THE TASK: Nothing but the exact text of the entries should appear in your answer; pictures stay out.

______________________________

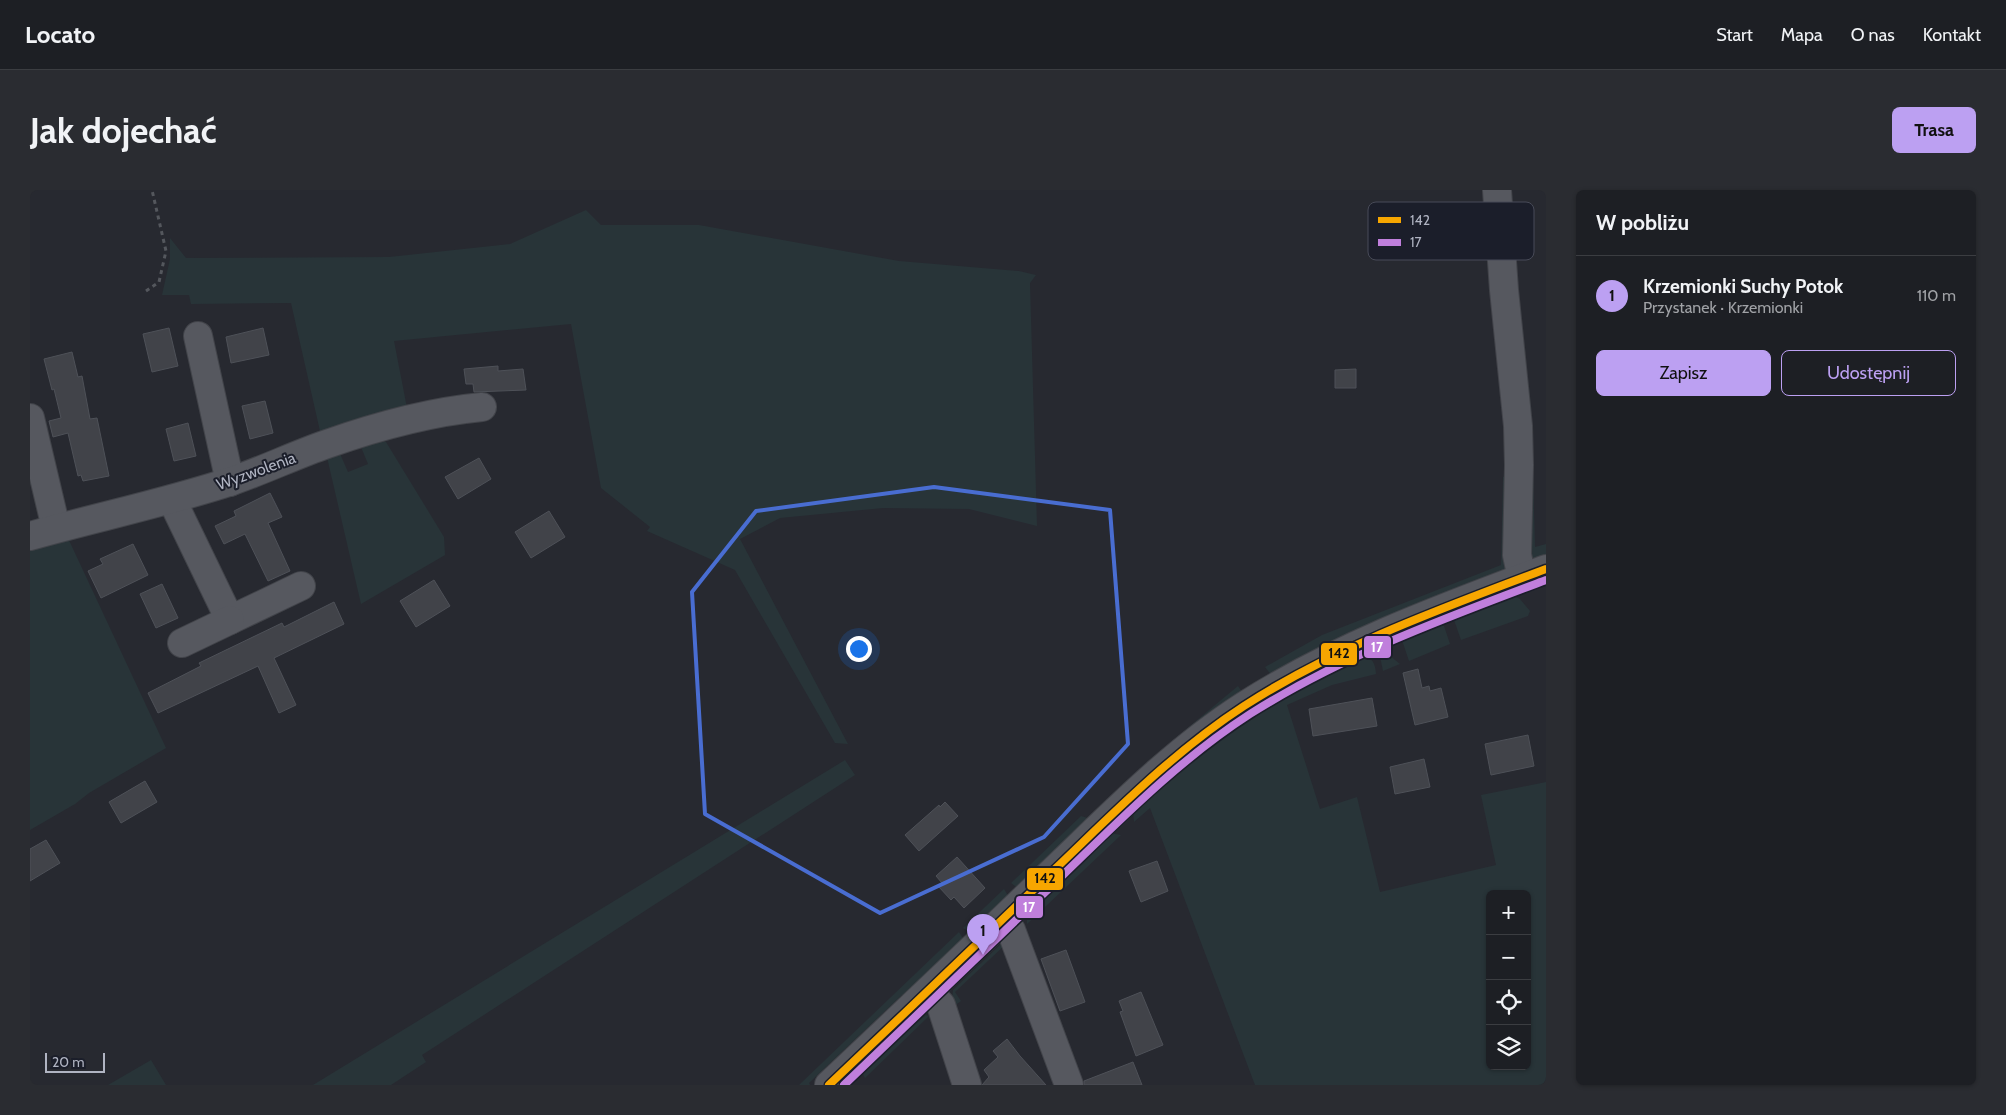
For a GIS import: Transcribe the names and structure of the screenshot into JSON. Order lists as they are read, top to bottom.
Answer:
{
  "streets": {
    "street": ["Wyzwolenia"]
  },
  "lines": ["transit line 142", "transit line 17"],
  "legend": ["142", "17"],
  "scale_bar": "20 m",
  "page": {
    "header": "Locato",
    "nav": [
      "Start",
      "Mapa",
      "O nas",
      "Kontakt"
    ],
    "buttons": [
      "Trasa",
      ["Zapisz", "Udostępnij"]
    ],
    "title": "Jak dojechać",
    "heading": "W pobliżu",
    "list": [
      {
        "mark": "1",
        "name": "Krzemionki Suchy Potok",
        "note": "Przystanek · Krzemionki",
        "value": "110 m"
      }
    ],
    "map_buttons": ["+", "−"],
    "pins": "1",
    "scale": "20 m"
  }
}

______________________________

OUTPUT OF THE EXERCISE:
For a GIS import: Transcribe the names and structure of the screenshot into JSON. Order lists as they are read, top to bottom.
Answer:
{
  "streets": {
    "street": ["Wyzwolenia"]
  },
  "lines": ["transit line 142", "transit line 17"],
  "legend": ["142", "17"],
  "scale_bar": "20 m",
  "page": {
    "header": "Locato",
    "nav": [
      "Start",
      "Mapa",
      "O nas",
      "Kontakt"
    ],
    "buttons": [
      "Trasa",
      ["Zapisz", "Udostępnij"]
    ],
    "title": "Jak dojechać",
    "heading": "W pobliżu",
    "list": [
      {
        "mark": "1",
        "name": "Krzemionki Suchy Potok",
        "note": "Przystanek · Krzemionki",
        "value": "110 m"
      }
    ],
    "map_buttons": ["+", "−"],
    "pins": "1",
    "scale": "20 m"
  }
}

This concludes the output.